岩から見えた団体さんが登ってきた。中高年主体の50人近いグループだった。他にも単独で、グループで、家族連れで登ってくる人が多い。意外に人気のある山であることを認識させられる。

 こちらの道の脇にはカツラの若木が目に付く。ブナも多く、風に揺らぐ新緑がまぶしい。
 

御前山遠望。御岳はその右にあるのだが。

 

ミツバツツジ

山道の脇に小さな滝が落ちていて、数人が休んでいた。「小鹿の涙」という立て札がある。黒い岩肌をひときわ黒く湿らせるように、あまり多くはない水がさらさらと落ちている。「小鹿の涙」というネーミングには首を傾げるが、涼しげな感じはする。
 空気も爽やかでそんなに汗もかいていないので、写真を撮っただけで通り過ぎる。

 滝から少し登って、また山腹をじぐざぐに下っていく。登りのルートもそうだったが、林床に低木や稚樹が見られない。下草刈りをしているような感じさえする。林の中が明るくて感じはいいのだが、ちょっと妙な感じもする。あまりにあっけらかんとしていて、落ち着かない。小鳥も隠れる場所に困るだろう。なんて考える。

 

小鹿の涙
 
 単調な折り返しを繰り返して、気が付いたら登山口に帰っていた。駐車場からは車がはみ出して、林道にずらっと車の列が出来ていた。すれ違った人の数を思えば無理もないだろう。まあ、ゴールデンウィークにしてはすいている方か。
 森も展望もいい山なので、こらからもっと登る人が増えるのではないかと思う。
駐車場は満車。実は林道の先にもまだ止まっている

ひだ金山キャンプ場周辺の花

ウワミズザクラ ムラサキケマン ズミ

アイコンをクリックするとマップがでます。 <下呂、萩原(1/25000)>


[山行日] 2002/4/28(日) 
[天気] 曇り
[アプローチ] 27日 中央道多治見I.C. →(R248)→ 美濃太田 →(R41)→ 飛騨金山 →(県道61号、86号)→ ひだ金山の森キャンプ場  [約30km]
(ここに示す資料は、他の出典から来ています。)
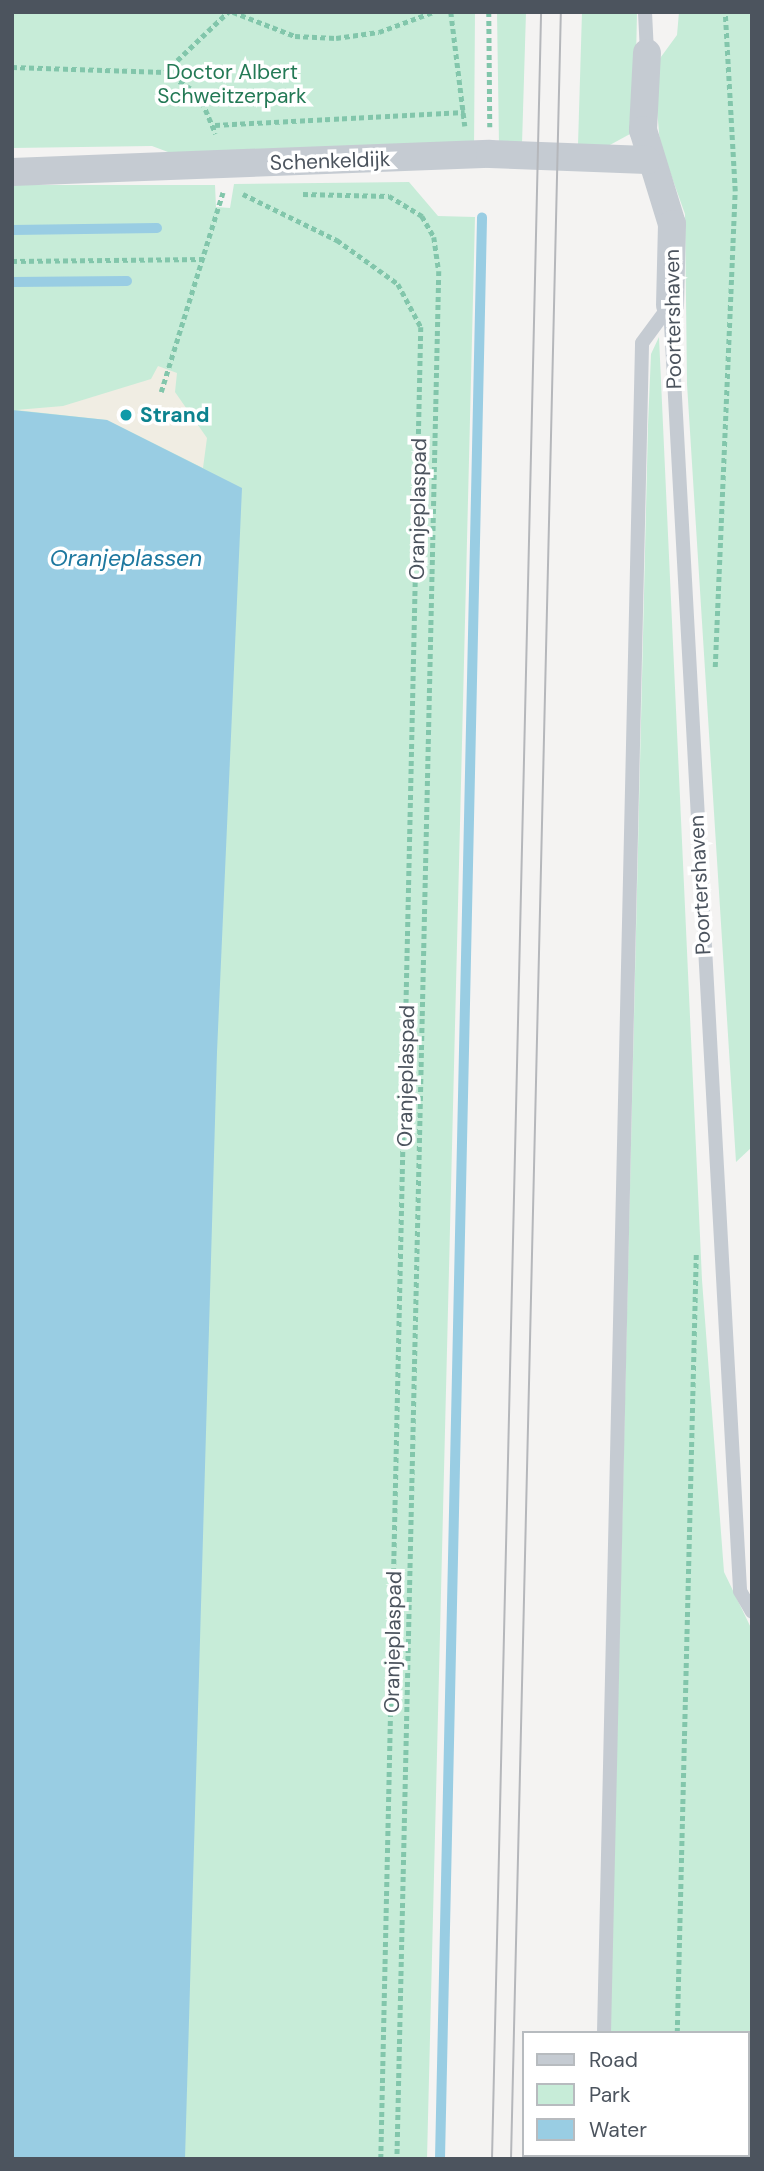 <!DOCTYPE html>
<html>
<head>
<meta charset="utf-8">
<style>
  body { margin:0 }
  #map { position:relative; width:764px; height:2171px; overflow:hidden; background:#f4f3f2; font-family:"DM Sans",sans-serif }
  div>[style] { position:absolute }
  .green>* { inset:0; background:#c7ecd8 }
  .sand>* { inset:0; background:#f0ede3 }
  .water>* { inset:0; background:#99cde3 }
  .stream>* { height:10px; margin:-5px; padding:0 5px; transform-origin:5px; border-radius:5px; background:#99cde3 }
  .path>* { height:4.5px; margin-top:-2.25px; transform-origin:0; background:repeating-linear-gradient(90deg,#82c6ab 0 5px,transparent 0 8.5px) }
  .service>* { height:14px; margin:-7px; padding:0 7px; transform-origin:7px; border-radius:7px; background:#c5cbd2 }
  .minor>* { height:28px; margin:-14px; padding:0 14px; transform-origin:14px; border-radius:14px; background:#c5cbd2 }
  .tram>* { height:2px; margin:-1px; padding:0 1px; transform-origin:1px; border-radius:1px; background:#b5b7bb }
  .dots>* { width:19px; height:19px; translate:-50% -50%; box-sizing:border-box; border:4px solid #fff; border-radius:50% }
  span { translate:-50% -50%; white-space:nowrap; text-align:center; line-height:1.15; -webkit-text-stroke:7px #fff; paint-order:stroke }
  .park-label { font-size:21px; color:#237955 }
  .street-label { font-size:21px; color:#4c545e }
  .culture-label { font-size:21px; color:#0d838f; font-weight:700 }
  .left { translate:0 -50%; text-align:left }
  .water-label { font-size:23px; color:#1d789f; font-style:italic }
  .frame { position:absolute; inset:0; border:14px solid #4c545e; pointer-events:none }
  .legend { position:absolute; left:522px; top:2031px; width:228px; height:126px; box-sizing:border-box; background:#fff; border:2px solid #b7bbbf; margin:0; padding:9px 12px; list-style:none; font-size:21px; color:#4c545e }
  .legend li { display:flex; align-items:center; gap:14px; height:35px }
  .legend b { width:35px; border:2px solid #b7bbbf }
</style>
</head>
<body>
<div id="map">
  <div class="green">
    <div style="clip-path:polygon(12px 12px,475px 12px,474px 151px,184px 158px,152px 146px,12px 148px)"></div>
    <div style="clip-path:polygon(497px 12px,526px 12px,522px 144px,499px 145px)"></div>
    <div style="clip-path:polygon(582px 12px,637px 12px,635px 109px,630px 134px,608px 146px,578px 145px)"></div>
    <div style="clip-path:polygon(679px 12px,752px 12px,752px 1147px,736px 1162px,687px 384px,685px 214px,660px 144px,655px 86px,658px 61px,677px 35px)"></div>
    <div style="clip-path:polygon(409px 182px,438px 216px,475px 217px,427px 2159px,12px 2159px,12px 185px,215px 185px,216px 207px,230px 208px,234px 184px)"></div>
    <div style="clip-path:polygon(659px 337px,702px 1280px,724px 1572px,752px 1630px,752px 2159px,607px 2159px,748px 2155px,748px 2033px,610px 2033px,648px 425px,651px 354px)"></div>
  </div>
  <div class="sand">
    <div style="clip-path:polygon(158px 366px,177px 373px,175px 392px,207px 438px,203px 468px,107px 420px,16px 410px,63px 406px,151px 379px)"></div>
  </div>
  <div class="water">
    <div style="clip-path:polygon(12px 410px,107px 420px,242px 488px,217px 1052px,185px 2159px,12px 2159px)"></div>
  </div>
  <div class="stream">
    <div style="left:12px;top:230px;width:145px;rotate:-0.8deg"></div>
    <div style="left:12px;top:282px;width:115px;rotate:-0.5deg"></div>
    <div style="left:440px;top:2159px;width:1942px;rotate:-88.76deg"></div>
  </div>
  <div class="path">
    <div style="left:233px;top:12px;width:66px;rotate:21.2deg"></div>
    <div style="left:295px;top:36px;width:41px;rotate:2.8deg"></div>
    <div style="left:336px;top:38px;width:43px;rotate:-7.9deg"></div>
    <div style="left:379px;top:32px;width:58px;rotate:-20.3deg"></div>
    <div style="left:451px;top:12px;width:115px;rotate:83deg"></div>
    <div style="left:489px;top:12px;width:115px;rotate:89.5deg"></div>
    <div style="left:12px;top:67px;width:153px;rotate:1.9deg"></div>
    <div style="left:165px;top:72px;width:40px;rotate:32.9deg"></div>
    <div style="left:199px;top:94px;width:43px;rotate:67deg"></div>
    <div style="left:165px;top:72px;width:87px;rotate:-43.6deg"></div>
    <div style="left:215px;top:125px;width:250px;rotate:-3deg"></div>
    <div style="left:243px;top:194px;width:105px;rotate:26.1deg"></div>
    <div style="left:337px;top:240px;width:75px;rotate:35.8deg"></div>
    <div style="left:398px;top:284px;width:49px;rotate:61.9deg"></div>
    <div style="left:421px;top:327px;width:1832px;rotate:91.25deg"></div>
    <div style="left:303px;top:194px;width:86px;rotate:1.3deg"></div>
    <div style="left:389px;top:196px;width:39px;rotate:31deg"></div>
    <div style="left:422px;top:216px;width:24px;rotate:60deg"></div>
    <div style="left:434px;top:237px;width:34px;rotate:82deg"></div>
    <div style="left:439px;top:271px;width:1888px;rotate:91.27deg"></div>
    <div style="left:12px;top:261px;width:195px;rotate:-0.6deg"></div>
    <div style="left:161px;top:392px;width:209px;rotate:-72.8deg"></div>
    <div style="left:715px;top:667px;width:476px;rotate:-87.6deg"></div>
    <div style="left:735px;top:191px;width:179px;rotate:-93.2deg"></div>
    <div style="left:677px;top:2033px;width:780px;rotate:-88.6deg"></div>
    <div style="left:674px;top:2159px;width:4px;rotate:-76deg"></div>
  </div>
  <div class="service">
    <div style="left:645px;top:12px;width:41px;rotate:87.2deg"></div>
    <div style="left:670px;top:305px;width:1288px;rotate:86.88deg"></div>
    <div style="left:740px;top:1591px;width:24px;rotate:60deg"></div>
    <div style="left:604px;top:2033px;width:1690px;rotate:-88.71deg"></div>
    <div style="left:642px;top:343px;width:47px;rotate:-53.6deg"></div>
    <div style="left:601px;top:2159px;width:4px;rotate:-90deg"></div>
  </div>
  <div class="minor">
    <div style="left:647px;top:53px;width:77px;rotate:93deg"></div>
    <div style="left:643px;top:130px;width:98px;rotate:72.9deg"></div>
    <div style="left:672px;top:224px;width:81px;rotate:91.4deg"></div>
    <div style="left:12px;top:172px;width:478px;rotate:-2.2deg"></div>
    <div style="left:490px;top:154px;width:157px;rotate:2.2deg"></div>
  </div>
  <div class="tram">
    <div style="left:492px;top:2159px;width:2148px;rotate:-88.69deg"></div>
    <div style="left:511px;top:2159px;width:2148px;rotate:-88.67deg"></div>
  </div>
  <div class="dots">
    <div style="left:126px;top:415px;background:#0f9aa8"></div>
  </div>
  <div class="park-label">
    <span style="left:232px;top:84px">Doctor Albert<br>Schweitzerpark</span>
  </div>
  <div class="street-label">
    <span style="left:330px;top:161px;rotate:-2deg">Schenkeldijk</span>
    <span style="left:673px;top:319px;rotate:-91deg">Poortershaven</span>
    <span style="left:418px;top:509px;rotate:-89deg">Oranjeplaspad</span>
    <span style="left:700px;top:885px;rotate:-93deg">Poortershaven</span>
    <span style="left:406px;top:1076px;rotate:-89deg">Oranjeplaspad</span>
    <span style="left:393px;top:1642px;rotate:-89deg">Oranjeplaspad</span>
  </div>
  <div class="culture-label">
    <span class="left" style="left:140px;top:415px">Strand</span>
  </div>
  <div class="water-label">
    <span style="left:126px;top:558px">Oranjeplassen</span>
  </div>
  <div class="frame"></div>
  <ul class="legend">
  <li><b style="height:9px;background:#c5cbd2"></b>Road</li>
  <li><b style="height:19px;background:#c7ecd8"></b>Park</li>
  <li><b style="height:19px;background:#99cde3"></b>Water</li>
  </ul>
</div>
</body>
</html>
28日 ひだ金山の森キャンプ場 →(林道)→ 簗谷山登山口    [約6km]
・駐車場あり。10台くらい駐車可。
 

[コースタイム] 駐車場 (0:40) 尾根 (0:50) 簗谷山山頂 (0:05) 岳美岩 (1:10) 駐車場     (計2:45)
[ガイドブック]  「続・ひと味違う名古屋からの山旅」 七賢出版

 

[キャンプ場] ひだ金山の森キャンプ場
・岩屋ダム北。県道金山明宝線沿い。
・オートキャンプ 1区画3500円/泊。
・各区画に流しと電気コンセントあり。
・共同炊事場、シャワー棟あり。温水シャワー無料。
・そばを流れる弓掛川は水が非常にきれい。夏は水遊びができる。
・今回は空いていたが、夏休みの時期は予約で一杯になるそうだ。
[温泉] 馬瀬川温泉「美輝の湯」
・露天風呂のみの温泉。入浴料300円
・シャンプーなし。石けんあり。
・営業時間10:30〜21:30。不定期休。
・別棟の「スパー美輝」に室内温泉浴15種+露天風呂。入浴料700円。